Unite regional officer Michelle Cook said: “Strike action has been called because quite frankly the council’s management is rubbish and they have not been prepared to listen to the genuine deep seated concerns of the workforce.

“There is absolutely no need for live cameras. This is not Celebrity Love Island these are people’s homes.

"Management should stop trying to recreate the Truman Show and instead concentrate on rebuilding the performance of the refuse service and improving staff morale.

“Sadly, the strike action is inevitably going to cause disruption to Thurrock residents and workers are only taking action as a very last resort because of the council’s attitude.

“It is not too late for strike action to be averted. Management need to acknowledge the error of their ways and drop the plans for the big brother cameras and then sit down to resolve our concerns.”

Council leader, Rob Gledhill, argued that the cameras are there to protect the workers.

He said: "These cameras are industry standard cameras put in to protect the workers and residents and have been on the vehicles for years.

"The Council has no interest in spying on the workforce or the public, the Union have been made aware of this and as ever, show no desire to listen but to make political manoeuvres.

"The service is not a mess, the sweeper system was put in last May to improve overall performance which both Unite and the workers all unanimously voted for."

Many are concerned about the strike, including the Opposition Party in Thurrock, the Thurrock Independents.

Thurrock Independents Leader, Councillor Graham Snell said: "It is hugely disappointing to see that the bin workers are set for a series of strikes in April and May.

“It's families in Thurrock that will have overflowing bins, it's blocks of flats whose communal bin areas will be awash with waste and vermin. Whilst those involved in the strike action play at politics, the people of Thurrock lose out. This is what Thurrock Independents want to stop."

The Labour Party in Thurrock also voiced their worries.

Thurrock Labour Leader, Oliver Gerrish, said: “Residents across Thurrock are already suffering from a service that fails to collect the bins far too often. Now it looks like this is going to get even worse.

"My message to this council is very clear: don’t let this escalate any further.
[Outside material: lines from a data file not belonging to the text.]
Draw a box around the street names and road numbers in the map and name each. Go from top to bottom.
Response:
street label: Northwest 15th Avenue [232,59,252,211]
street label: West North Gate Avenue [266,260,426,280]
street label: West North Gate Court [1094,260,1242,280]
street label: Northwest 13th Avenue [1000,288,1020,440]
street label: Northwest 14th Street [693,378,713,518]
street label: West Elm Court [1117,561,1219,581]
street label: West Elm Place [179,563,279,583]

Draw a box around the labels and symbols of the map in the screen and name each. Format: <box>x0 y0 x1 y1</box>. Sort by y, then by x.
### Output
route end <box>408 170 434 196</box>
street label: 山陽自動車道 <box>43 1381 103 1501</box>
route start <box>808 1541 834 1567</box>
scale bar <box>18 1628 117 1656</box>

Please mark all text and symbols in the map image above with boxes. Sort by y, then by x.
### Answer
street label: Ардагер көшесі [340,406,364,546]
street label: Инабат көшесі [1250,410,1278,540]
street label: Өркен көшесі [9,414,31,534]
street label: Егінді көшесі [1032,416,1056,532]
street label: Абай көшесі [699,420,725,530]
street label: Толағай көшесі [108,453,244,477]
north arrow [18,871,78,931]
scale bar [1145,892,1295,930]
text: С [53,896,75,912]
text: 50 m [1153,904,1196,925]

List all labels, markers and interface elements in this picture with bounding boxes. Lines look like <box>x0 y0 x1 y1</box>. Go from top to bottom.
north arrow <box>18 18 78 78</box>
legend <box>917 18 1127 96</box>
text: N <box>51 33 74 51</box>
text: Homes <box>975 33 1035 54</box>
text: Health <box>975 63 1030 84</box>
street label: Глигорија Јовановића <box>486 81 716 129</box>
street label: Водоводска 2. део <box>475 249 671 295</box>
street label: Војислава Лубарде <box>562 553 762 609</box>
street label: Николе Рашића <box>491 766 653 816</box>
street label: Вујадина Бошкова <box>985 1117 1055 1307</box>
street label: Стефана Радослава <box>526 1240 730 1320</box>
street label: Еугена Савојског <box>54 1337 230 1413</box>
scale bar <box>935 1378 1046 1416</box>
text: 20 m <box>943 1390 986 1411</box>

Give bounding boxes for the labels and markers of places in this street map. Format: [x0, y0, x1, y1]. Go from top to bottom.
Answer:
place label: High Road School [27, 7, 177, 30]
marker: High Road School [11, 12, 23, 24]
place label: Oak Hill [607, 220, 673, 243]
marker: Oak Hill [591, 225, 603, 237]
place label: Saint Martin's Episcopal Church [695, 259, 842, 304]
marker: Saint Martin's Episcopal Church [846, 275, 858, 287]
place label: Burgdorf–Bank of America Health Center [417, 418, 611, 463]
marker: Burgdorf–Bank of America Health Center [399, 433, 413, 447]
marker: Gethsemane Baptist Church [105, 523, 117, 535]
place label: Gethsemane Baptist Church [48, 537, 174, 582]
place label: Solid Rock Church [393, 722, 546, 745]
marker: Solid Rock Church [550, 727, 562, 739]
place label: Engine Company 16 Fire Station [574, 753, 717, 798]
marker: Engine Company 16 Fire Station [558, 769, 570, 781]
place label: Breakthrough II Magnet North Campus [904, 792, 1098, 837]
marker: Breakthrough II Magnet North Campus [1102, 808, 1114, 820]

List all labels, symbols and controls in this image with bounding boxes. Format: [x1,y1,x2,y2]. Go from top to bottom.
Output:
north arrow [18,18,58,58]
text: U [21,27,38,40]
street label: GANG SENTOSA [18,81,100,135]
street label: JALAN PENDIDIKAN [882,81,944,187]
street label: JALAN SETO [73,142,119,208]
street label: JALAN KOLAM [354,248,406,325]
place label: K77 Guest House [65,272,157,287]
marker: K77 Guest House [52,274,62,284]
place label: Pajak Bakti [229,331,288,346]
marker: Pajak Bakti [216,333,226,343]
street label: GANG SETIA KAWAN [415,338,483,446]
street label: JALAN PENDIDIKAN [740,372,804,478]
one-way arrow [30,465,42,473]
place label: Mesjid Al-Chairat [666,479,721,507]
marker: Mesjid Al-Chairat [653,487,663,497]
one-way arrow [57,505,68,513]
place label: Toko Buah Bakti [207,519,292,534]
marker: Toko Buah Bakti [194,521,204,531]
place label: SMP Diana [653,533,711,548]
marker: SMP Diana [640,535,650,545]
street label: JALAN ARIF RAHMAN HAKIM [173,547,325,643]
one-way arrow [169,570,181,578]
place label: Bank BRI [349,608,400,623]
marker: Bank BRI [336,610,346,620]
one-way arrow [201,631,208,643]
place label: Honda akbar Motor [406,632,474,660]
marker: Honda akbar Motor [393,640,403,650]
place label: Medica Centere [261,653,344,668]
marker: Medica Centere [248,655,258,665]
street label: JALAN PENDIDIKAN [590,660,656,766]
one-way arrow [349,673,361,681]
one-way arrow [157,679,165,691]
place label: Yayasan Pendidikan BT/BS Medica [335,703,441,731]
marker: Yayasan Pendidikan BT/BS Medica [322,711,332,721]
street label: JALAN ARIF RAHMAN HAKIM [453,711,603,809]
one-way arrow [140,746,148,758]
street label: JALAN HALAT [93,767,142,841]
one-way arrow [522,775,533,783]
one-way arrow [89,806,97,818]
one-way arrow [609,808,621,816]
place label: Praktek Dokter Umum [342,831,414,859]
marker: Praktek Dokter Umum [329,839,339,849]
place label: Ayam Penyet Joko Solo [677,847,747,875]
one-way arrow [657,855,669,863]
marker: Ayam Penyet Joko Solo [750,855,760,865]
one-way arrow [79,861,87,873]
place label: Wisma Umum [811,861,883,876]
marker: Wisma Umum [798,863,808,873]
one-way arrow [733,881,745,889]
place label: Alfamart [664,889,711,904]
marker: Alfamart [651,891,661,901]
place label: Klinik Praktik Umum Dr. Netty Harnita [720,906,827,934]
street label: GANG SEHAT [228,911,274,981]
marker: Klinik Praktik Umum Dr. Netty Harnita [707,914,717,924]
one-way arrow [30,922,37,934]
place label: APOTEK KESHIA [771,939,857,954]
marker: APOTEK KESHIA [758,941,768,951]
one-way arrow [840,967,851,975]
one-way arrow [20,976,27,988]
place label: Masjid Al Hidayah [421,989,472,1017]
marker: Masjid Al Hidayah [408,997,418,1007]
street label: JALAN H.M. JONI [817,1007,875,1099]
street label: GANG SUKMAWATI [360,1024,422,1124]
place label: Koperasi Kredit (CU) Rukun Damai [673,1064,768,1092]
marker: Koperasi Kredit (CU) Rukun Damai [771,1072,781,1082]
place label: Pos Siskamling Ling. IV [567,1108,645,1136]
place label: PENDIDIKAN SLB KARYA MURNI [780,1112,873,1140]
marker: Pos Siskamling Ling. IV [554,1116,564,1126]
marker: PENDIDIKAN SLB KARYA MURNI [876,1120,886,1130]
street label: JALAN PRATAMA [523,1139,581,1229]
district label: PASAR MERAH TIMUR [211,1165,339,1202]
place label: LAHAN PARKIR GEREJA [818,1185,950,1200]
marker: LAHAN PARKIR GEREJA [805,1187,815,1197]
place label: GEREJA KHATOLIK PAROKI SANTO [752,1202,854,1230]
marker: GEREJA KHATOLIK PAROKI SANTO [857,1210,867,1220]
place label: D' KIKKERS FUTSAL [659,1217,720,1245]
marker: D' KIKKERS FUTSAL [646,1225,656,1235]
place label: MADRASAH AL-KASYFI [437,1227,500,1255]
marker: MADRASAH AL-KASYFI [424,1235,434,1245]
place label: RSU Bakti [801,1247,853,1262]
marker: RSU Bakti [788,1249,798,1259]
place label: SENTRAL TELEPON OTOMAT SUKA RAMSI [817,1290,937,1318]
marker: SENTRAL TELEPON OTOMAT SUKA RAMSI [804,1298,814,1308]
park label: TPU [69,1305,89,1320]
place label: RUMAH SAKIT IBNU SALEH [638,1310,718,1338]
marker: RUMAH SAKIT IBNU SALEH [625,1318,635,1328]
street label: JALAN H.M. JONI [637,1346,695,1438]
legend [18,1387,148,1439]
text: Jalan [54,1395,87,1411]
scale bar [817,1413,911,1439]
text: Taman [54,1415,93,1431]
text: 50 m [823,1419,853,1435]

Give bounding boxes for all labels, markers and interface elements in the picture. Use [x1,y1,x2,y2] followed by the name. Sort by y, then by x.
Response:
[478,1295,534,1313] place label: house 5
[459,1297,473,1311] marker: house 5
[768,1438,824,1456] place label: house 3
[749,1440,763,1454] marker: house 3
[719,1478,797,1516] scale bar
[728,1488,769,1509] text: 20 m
Sort yourselves out and get the waste collection service back on track.”

A Thurrock Council spokesman said: “Thurrock Council has been in ongoing talks with Unite for some months to resolve their issues. Since Unite declared a formal dispute we have worked to find joint solutions and understood the majority of issues had been resolved.

“Given this progress we were surprised to be notified this morning that Unite are proceeding with industrial action, which is disappointing for both our staff and residents.”